[[ THE DATA, beginning ]]

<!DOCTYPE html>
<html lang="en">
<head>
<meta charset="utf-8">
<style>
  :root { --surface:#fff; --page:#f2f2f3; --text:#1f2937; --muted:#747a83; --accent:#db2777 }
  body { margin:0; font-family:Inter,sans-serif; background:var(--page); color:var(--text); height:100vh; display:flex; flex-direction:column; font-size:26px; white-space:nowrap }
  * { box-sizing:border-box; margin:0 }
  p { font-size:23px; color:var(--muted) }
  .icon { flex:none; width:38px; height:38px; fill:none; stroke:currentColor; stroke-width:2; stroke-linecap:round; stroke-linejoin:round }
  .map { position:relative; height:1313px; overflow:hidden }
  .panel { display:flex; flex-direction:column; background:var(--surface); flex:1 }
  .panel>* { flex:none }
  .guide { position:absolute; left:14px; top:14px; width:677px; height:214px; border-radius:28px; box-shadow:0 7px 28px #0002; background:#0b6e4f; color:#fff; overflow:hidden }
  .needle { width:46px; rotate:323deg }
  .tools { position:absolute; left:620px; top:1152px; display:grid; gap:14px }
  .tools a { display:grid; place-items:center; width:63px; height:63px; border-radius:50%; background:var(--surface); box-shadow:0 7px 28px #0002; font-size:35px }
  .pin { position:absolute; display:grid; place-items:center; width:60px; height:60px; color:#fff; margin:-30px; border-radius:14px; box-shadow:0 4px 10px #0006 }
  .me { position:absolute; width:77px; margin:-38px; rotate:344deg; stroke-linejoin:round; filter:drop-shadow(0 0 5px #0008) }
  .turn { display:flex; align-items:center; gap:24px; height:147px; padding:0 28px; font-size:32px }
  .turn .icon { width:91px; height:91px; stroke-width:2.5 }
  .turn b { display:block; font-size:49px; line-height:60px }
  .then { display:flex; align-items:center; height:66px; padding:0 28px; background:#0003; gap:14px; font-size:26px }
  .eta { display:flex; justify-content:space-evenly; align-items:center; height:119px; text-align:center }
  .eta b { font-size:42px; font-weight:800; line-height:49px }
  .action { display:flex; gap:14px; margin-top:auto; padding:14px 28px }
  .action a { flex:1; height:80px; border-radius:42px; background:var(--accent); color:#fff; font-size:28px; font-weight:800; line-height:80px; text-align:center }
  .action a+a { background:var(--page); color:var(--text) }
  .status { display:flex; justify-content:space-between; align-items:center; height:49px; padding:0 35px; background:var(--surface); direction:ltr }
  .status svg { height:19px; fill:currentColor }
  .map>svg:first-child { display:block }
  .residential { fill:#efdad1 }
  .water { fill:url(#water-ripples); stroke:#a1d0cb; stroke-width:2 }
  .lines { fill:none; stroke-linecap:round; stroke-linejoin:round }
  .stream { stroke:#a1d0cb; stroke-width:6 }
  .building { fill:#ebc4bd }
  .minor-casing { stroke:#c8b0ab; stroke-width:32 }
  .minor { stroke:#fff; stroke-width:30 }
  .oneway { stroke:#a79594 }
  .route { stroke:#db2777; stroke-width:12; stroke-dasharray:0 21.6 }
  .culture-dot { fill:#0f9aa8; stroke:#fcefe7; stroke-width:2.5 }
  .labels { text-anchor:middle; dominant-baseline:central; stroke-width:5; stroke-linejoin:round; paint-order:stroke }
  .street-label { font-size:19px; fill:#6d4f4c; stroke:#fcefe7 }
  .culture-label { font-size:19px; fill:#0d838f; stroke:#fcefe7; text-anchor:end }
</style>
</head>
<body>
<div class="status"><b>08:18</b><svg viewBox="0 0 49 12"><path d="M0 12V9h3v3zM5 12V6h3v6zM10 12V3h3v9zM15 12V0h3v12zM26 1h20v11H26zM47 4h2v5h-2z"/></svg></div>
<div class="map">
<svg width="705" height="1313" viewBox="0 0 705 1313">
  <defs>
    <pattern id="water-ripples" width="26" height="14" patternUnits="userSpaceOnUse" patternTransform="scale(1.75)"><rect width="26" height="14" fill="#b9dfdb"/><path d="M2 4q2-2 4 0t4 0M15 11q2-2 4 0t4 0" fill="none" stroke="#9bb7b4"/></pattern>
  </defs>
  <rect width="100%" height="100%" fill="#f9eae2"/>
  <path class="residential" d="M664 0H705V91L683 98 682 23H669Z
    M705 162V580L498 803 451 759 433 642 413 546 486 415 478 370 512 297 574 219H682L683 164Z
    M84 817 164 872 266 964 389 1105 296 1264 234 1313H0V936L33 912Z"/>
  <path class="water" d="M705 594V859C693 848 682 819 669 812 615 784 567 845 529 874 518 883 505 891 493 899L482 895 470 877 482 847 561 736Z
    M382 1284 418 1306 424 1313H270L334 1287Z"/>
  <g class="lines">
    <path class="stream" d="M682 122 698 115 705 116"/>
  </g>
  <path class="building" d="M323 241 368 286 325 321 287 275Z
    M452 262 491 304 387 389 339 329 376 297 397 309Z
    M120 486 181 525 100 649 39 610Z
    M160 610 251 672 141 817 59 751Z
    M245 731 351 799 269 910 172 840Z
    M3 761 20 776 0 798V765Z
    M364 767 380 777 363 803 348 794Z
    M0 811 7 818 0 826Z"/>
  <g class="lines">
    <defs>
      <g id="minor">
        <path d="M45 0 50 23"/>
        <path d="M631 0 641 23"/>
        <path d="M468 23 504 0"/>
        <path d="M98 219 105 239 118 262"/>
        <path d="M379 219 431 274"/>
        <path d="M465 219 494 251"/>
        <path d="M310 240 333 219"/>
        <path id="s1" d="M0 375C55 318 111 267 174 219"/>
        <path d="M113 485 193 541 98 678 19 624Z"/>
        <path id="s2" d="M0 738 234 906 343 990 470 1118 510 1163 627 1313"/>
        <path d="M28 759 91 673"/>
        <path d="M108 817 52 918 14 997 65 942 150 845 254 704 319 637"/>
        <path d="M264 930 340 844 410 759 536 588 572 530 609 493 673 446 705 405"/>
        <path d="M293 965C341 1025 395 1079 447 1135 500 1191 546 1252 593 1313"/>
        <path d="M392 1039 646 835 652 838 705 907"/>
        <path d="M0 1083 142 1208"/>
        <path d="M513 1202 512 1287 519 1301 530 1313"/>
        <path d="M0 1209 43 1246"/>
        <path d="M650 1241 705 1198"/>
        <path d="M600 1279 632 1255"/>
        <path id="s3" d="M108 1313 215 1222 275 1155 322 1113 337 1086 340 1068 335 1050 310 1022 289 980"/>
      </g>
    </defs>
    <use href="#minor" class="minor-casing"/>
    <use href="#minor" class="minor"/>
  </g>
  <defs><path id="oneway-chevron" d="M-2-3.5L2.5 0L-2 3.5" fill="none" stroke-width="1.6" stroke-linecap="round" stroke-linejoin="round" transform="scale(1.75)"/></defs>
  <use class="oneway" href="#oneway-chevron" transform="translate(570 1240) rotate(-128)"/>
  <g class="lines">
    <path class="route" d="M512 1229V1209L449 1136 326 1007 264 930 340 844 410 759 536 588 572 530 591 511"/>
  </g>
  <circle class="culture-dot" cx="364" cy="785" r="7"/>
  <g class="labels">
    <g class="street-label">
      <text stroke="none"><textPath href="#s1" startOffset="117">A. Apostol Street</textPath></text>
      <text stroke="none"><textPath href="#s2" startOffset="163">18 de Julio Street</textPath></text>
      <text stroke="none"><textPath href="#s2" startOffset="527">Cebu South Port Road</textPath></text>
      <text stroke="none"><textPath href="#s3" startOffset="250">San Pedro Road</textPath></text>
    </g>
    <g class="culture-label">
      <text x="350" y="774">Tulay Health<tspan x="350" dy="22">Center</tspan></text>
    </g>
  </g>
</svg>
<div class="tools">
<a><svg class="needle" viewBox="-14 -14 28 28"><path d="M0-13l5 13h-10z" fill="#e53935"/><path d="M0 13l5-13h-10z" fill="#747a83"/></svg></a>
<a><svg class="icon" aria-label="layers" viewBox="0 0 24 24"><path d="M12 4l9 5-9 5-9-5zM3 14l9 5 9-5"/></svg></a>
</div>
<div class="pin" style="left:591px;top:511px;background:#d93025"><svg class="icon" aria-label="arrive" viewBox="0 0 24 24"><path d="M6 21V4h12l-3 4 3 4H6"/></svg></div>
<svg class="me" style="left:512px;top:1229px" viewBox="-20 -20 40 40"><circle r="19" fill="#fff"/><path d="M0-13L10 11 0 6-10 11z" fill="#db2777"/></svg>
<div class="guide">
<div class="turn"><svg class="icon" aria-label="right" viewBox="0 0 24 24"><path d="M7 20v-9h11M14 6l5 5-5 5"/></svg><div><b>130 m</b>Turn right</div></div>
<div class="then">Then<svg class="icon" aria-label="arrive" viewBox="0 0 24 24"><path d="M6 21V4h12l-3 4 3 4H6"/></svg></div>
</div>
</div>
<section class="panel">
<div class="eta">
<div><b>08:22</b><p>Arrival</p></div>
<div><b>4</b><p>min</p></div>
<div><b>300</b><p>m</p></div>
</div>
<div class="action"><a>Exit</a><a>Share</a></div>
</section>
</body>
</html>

[[ THE DATA, end ]]

# WHAT NEEDS TO BE DONE
From the records above, pick out and copy each line holding the word "background".

# THE ANSWER
  body { margin:0; font-family:Inter,sans-serif; background:var(--page); color:var(--text); height:100vh; display:flex; flex-direction:column; font-size:26px; white-space:nowrap }
  .panel { display:flex; flex-direction:column; background:var(--surface); flex:1 }
  .guide { position:absolute; left:14px; top:14px; width:677px; height:214px; border-radius:28px; box-shadow:0 7px 28px #0002; background:#0b6e4f; color:#fff; overflow:hidden }
  .tools a { display:grid; place-items:center; width:63px; height:63px; border-radius:50%; background:var(--surface); box-shadow:0 7px 28px #0002; font-size:35px }
  .then { display:flex; align-items:center; height:66px; padding:0 28px; background:#0003; gap:14px; font-size:26px }
  .action a { flex:1; height:80px; border-radius:42px; background:var(--accent); color:#fff; font-size:28px; font-weight:800; line-height:80px; text-align:center }
  .action a+a { background:var(--page); color:var(--text) }
  .status { display:flex; justify-content:space-between; align-items:center; height:49px; padding:0 35px; background:var(--surface); direction:ltr }
<div class="pin" style="left:591px;top:511px;background:#d93025"><svg class="icon" aria-label="arrive" viewBox="0 0 24 24"><path d="M6 21V4h12l-3 4 3 4H6"/></svg></div>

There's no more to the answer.